# WHAT IS NEEDED
Give the data again exactly as written, without any of its pictures.

-- DATA EXTRACT follows --

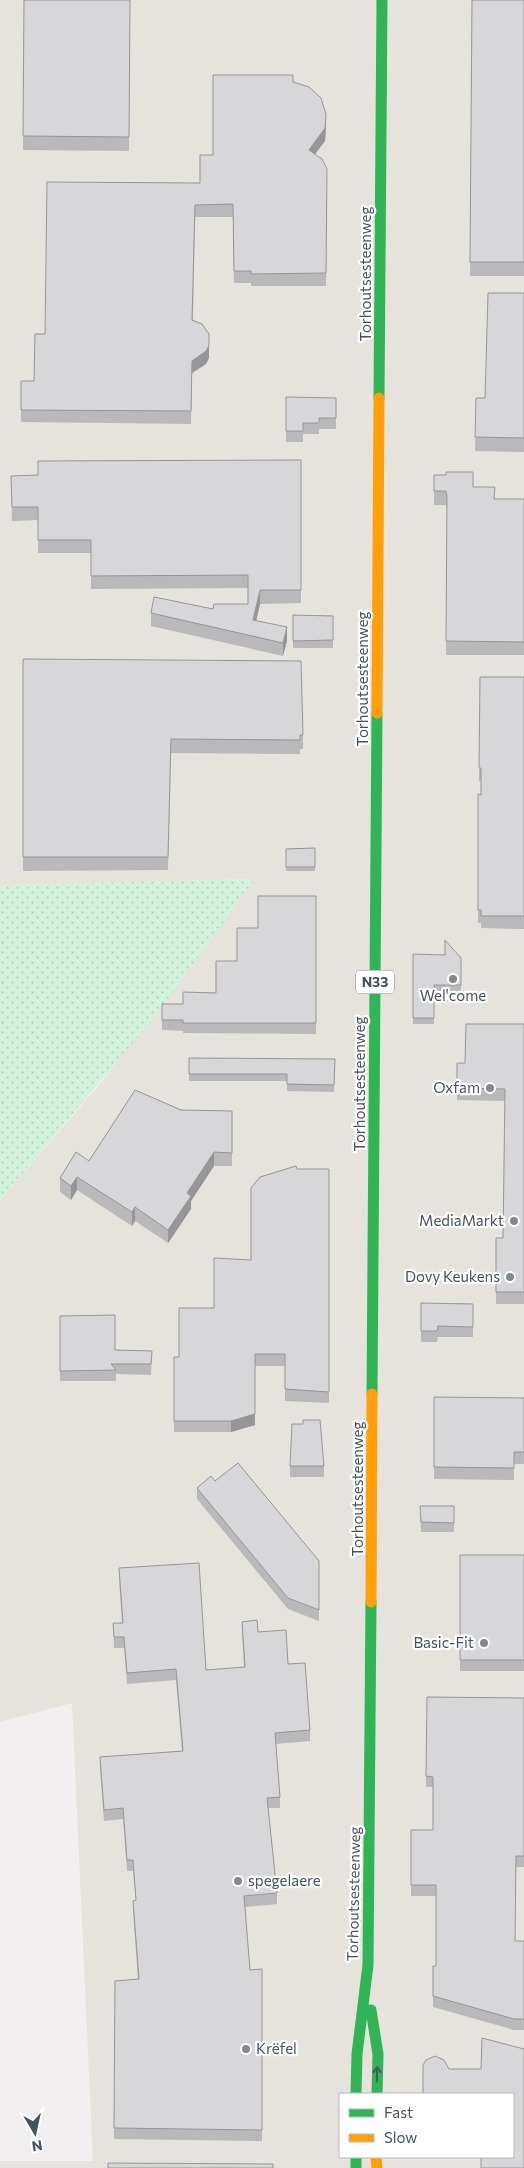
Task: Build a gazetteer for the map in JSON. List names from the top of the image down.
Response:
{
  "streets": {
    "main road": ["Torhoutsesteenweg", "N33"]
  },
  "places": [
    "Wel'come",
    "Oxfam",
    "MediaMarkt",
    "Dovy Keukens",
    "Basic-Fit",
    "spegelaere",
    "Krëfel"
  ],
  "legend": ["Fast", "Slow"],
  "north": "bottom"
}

-- DATA EXTRACT concluded --

# WRITTEN SOLUTION
Task: Build a gazetteer for the map in JSON. List names from the top of the image down.
Response:
{
  "streets": {
    "main road": ["Torhoutsesteenweg", "N33"]
  },
  "places": [
    "Wel'come",
    "Oxfam",
    "MediaMarkt",
    "Dovy Keukens",
    "Basic-Fit",
    "spegelaere",
    "Krëfel"
  ],
  "legend": ["Fast", "Slow"],
  "north": "bottom"
}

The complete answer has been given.